PROBLEM REQUIREMENTS:
Only the lines from the top of the material through the line containing "filter:drop-shadow(0 0 2px" should be restated, each one exactly.
****
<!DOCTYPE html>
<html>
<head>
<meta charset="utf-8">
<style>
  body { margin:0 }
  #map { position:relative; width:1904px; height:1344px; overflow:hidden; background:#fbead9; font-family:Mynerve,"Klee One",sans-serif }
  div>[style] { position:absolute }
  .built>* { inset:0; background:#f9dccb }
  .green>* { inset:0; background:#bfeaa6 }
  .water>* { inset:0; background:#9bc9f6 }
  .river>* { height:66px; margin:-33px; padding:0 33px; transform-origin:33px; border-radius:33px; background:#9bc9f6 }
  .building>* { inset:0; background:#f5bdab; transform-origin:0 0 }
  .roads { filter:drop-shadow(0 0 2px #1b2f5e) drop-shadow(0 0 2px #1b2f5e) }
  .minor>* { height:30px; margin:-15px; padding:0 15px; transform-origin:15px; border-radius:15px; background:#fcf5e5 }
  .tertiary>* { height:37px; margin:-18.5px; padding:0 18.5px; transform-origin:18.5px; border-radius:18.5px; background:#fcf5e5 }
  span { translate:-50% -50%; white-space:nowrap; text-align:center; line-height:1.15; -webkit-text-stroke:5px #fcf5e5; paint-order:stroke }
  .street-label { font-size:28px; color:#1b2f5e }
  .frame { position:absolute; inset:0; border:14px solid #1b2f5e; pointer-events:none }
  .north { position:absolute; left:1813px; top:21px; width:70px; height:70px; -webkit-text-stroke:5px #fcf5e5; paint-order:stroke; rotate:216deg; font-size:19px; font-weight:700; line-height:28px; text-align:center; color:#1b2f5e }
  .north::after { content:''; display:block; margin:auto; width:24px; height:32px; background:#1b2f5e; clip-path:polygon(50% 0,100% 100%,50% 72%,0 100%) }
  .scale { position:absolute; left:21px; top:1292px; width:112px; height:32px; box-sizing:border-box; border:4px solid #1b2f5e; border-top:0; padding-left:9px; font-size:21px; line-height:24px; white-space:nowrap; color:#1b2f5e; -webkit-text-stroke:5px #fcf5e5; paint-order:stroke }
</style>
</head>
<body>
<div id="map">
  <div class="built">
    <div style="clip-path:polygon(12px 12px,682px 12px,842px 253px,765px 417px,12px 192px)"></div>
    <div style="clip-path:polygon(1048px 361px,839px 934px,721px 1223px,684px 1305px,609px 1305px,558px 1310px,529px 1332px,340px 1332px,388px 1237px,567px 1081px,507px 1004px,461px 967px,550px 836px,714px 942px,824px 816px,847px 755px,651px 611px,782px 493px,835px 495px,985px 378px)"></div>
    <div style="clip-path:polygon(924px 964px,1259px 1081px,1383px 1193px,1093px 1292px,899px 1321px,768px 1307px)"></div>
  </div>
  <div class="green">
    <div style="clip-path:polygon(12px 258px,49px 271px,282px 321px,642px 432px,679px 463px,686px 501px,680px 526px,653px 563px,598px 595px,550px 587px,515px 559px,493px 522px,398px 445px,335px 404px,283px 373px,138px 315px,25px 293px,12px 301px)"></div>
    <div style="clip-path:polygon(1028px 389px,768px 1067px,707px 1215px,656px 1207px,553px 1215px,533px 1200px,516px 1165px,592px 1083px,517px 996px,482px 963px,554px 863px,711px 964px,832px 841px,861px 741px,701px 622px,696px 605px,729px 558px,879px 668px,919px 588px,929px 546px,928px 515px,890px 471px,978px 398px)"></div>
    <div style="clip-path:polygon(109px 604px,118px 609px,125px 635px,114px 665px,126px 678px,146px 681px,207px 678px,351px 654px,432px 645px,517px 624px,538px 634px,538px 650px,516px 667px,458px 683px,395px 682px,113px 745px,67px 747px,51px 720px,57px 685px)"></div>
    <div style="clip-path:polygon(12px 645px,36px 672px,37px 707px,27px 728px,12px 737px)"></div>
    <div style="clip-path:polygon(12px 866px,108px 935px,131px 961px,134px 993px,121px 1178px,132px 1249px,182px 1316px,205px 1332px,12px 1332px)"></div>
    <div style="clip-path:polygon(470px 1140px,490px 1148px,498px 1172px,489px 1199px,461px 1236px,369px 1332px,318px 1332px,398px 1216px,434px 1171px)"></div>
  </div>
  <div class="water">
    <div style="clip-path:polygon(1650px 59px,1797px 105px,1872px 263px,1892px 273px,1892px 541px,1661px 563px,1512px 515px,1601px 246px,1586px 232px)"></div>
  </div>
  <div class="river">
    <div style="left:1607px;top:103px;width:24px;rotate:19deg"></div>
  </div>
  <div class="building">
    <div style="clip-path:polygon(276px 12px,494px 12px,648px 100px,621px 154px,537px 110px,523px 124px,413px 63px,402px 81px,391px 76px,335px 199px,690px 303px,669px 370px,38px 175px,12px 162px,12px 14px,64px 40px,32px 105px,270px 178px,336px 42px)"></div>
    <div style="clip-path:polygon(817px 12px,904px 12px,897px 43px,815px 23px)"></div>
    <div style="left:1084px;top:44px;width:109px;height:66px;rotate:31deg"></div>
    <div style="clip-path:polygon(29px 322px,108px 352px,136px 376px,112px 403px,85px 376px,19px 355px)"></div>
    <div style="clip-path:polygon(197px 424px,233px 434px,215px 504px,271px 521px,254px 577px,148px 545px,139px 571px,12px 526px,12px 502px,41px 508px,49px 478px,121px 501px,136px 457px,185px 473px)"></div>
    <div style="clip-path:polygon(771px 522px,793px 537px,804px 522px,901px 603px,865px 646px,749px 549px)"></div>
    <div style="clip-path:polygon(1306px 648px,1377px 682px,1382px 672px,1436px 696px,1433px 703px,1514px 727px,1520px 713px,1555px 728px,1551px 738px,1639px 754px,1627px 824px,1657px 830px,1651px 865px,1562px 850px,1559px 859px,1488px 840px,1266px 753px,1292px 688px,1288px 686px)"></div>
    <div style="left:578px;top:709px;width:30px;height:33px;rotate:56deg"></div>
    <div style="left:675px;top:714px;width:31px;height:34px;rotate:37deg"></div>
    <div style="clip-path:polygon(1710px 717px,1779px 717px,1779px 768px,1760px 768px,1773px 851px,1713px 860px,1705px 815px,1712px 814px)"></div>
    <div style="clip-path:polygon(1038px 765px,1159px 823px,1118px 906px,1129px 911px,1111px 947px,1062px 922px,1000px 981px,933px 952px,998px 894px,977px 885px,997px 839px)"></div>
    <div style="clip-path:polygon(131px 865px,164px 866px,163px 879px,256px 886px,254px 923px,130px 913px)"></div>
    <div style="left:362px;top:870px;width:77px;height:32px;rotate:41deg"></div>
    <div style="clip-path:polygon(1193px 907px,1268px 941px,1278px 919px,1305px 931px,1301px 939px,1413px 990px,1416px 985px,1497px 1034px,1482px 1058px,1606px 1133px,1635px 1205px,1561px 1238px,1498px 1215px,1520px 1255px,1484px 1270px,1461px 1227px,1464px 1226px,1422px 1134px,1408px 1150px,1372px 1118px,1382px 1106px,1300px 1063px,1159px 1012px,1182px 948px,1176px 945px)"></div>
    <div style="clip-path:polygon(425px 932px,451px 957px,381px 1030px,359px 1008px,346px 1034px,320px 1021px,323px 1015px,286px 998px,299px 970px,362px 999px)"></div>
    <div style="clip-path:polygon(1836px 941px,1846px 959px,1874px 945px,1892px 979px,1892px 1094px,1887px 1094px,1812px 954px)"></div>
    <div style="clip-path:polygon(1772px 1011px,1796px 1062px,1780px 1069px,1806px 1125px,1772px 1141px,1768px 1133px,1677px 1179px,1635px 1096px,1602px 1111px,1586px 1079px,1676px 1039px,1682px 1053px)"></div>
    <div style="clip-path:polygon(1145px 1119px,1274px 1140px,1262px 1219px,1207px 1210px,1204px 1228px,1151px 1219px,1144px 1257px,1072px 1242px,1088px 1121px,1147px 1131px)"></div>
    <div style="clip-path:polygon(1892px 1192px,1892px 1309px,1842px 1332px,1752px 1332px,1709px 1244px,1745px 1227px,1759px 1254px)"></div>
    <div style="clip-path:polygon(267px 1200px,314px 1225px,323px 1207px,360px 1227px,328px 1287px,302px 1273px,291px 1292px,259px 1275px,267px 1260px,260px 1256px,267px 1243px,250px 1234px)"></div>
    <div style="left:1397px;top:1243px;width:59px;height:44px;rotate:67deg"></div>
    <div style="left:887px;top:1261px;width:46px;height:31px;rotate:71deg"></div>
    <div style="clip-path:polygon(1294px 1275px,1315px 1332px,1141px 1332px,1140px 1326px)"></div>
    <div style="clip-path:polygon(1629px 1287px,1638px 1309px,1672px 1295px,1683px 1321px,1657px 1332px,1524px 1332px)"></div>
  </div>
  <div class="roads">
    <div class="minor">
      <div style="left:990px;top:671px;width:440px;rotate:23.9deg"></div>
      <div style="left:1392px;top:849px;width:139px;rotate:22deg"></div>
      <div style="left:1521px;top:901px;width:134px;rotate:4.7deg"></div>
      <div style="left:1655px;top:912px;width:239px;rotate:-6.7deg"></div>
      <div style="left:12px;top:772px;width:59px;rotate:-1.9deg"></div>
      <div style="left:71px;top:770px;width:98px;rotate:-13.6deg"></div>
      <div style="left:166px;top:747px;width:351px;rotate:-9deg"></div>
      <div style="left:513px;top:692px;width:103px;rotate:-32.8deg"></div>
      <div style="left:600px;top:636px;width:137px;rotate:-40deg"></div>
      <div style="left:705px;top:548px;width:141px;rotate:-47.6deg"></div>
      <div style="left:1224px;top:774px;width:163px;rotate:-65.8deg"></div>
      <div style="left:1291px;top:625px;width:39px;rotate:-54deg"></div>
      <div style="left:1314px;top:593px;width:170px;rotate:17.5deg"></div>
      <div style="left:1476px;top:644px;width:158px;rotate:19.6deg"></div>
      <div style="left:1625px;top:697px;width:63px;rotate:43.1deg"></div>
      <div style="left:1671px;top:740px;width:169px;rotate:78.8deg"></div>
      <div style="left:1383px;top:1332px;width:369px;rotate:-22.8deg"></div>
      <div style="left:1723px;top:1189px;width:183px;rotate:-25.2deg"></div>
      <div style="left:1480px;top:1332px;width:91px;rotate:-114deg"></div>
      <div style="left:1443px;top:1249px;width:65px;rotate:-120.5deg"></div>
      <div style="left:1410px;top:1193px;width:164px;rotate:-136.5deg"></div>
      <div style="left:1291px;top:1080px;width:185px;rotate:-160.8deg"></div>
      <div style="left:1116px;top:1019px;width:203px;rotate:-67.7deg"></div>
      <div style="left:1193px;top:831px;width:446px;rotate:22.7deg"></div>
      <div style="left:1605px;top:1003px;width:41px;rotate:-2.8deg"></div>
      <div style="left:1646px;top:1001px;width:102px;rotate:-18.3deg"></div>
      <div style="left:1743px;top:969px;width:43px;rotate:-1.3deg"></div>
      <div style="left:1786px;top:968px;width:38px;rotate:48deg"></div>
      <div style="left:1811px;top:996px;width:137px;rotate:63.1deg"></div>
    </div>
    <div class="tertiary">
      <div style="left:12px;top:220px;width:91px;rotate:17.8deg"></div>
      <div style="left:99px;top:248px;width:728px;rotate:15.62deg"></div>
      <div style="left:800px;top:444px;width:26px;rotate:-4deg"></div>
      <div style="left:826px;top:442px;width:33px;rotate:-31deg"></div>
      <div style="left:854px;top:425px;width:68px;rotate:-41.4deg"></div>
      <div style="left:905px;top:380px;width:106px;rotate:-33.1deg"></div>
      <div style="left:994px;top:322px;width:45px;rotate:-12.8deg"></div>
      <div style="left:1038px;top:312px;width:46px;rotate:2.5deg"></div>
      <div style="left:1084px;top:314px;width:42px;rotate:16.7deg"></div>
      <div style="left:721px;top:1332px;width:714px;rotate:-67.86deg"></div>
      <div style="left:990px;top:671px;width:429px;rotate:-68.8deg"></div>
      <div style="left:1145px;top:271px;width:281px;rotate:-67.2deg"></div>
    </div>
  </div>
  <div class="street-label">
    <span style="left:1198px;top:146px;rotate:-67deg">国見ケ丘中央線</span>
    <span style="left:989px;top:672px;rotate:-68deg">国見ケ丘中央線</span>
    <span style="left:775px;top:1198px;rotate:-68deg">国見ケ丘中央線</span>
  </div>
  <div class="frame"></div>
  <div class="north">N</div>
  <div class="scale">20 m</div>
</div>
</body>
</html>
****
YOUR SOLUTION:
<!DOCTYPE html>
<html>
<head>
<meta charset="utf-8">
<style>
  body { margin:0 }
  #map { position:relative; width:1904px; height:1344px; overflow:hidden; background:#fbead9; font-family:Mynerve,"Klee One",sans-serif }
  div>[style] { position:absolute }
  .built>* { inset:0; background:#f9dccb }
  .green>* { inset:0; background:#bfeaa6 }
  .water>* { inset:0; background:#9bc9f6 }
  .river>* { height:66px; margin:-33px; padding:0 33px; transform-origin:33px; border-radius:33px; background:#9bc9f6 }
  .building>* { inset:0; background:#f5bdab; transform-origin:0 0 }
  .roads { filter:drop-shadow(0 0 2px #1b2f5e) drop-shadow(0 0 2px #1b2f5e) }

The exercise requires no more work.